The second adjusted model included a measure of positive urgency and peer substance use, in addition to the demographic covariates. We used the 26-item Positive Urgency subscale of the UPPS-P Impulsive Behavior Scale, which measures the tendency towards rash, impulsive action in response to positive affect and has been implicated in the etiology of substance use and externalizing behaviors; α in current sample = .95 (Cyders et al., 2007; Whiteside & Lynam, 2001). A composite peer substance use variable was created for alcohol, cigarettes, marijuana, stimulant, prescription stimulant, and prescription painkillers. For each substance use category, participants answered how many of their five closest friends have used each substance (each scored 0 to 5). The mean across each substance was used in this model.
The third adjusted model included internalizing symptom measures in addition to the covariates tested in the first two adjusted models. The Revised Children’s Anxiety and Depression Scale (RCADS) was used to assess Major Depressive Disorder, Generalized Anxiety Disorder and Panic Disorder symptoms (Chorpita, Yim, Moffitt, Umemoto, & Francis, 2000). The Major Depressive scale included 10 items relating to depressive symptoms; α in current sample = .93 (e.g., “I feel sad or empty;” “I worry that something awful will happen;” “I worry that bad things will happen to me;” “I worry about death;” “I worry about what is going to happen;” “I worry that something bad will happen to me). The Generalized Anxiety Disorder scale included six items relating to worry about the future (e.g., “I worry about things”); α in current sample = .89. The Panic Disorder scale on the RCADS has nine items that assess bodily symptoms of a panic attack; α in current sample = .92 (e.g., “When I have a problem, I get a funny feeling in my stomach;” “I suddenly feel as if I can’t breathe when there is no reason for this;” “When I have a problem, I feel shaky”).
Analytical Approach
Primary analyses utilized generalized estimating equations GEEs (Zeger, Liang, & Albert, 1988) that accounted for clustering of students within schools (Hubbard et al., 2010).
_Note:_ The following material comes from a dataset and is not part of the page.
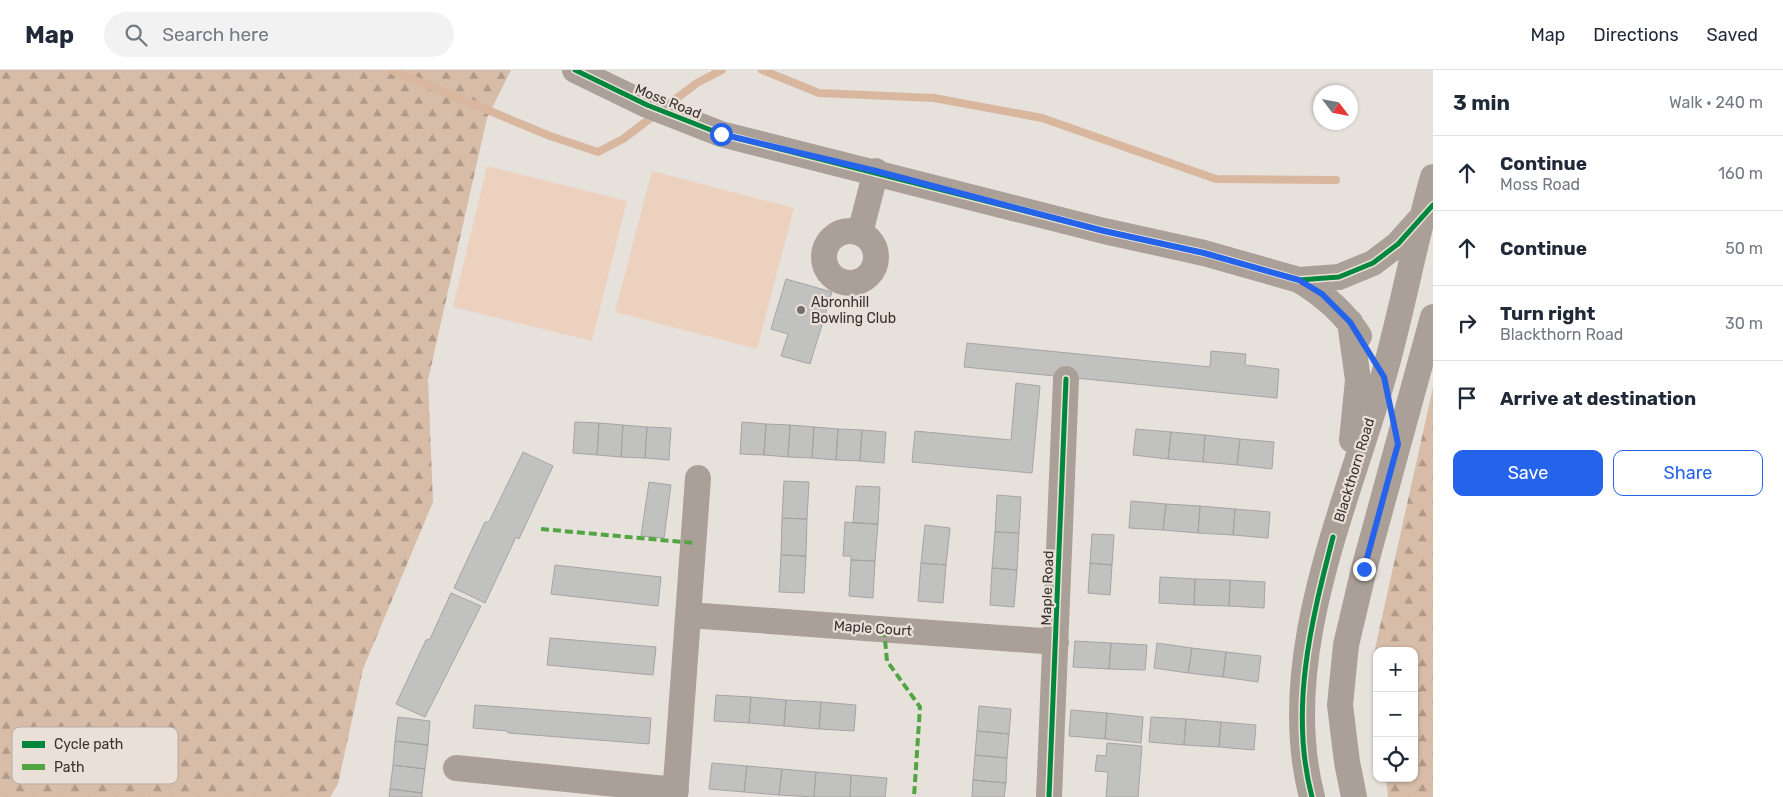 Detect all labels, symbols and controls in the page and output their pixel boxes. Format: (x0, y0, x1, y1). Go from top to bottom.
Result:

Mediational paths for alternative and complimentary reinforcers were tested in three stages: (1) The relation of CPs on the substance use outcome variable (total effect), (2) The relation of CPs on the mediator (i.e. alternative or complementary reinforcers; A path), and (3) The relation of the mediator on the substance use outcome variable when adjusting for CPs (B path). In this last stage, the association between CPs and the substance use outcome variable when adjusting for the mediator represents the direct effect in the mediational pathway. The product of the coefficients from the A path and B path models indicated the strength of the indirect (“mediated”) effect. Using the PRODCLIN approach, we determined significance via asymmetric confidence intervals (CIs) around the mediational effect (MacKinnon, Fritz, Williams, & Lockwood, 2007).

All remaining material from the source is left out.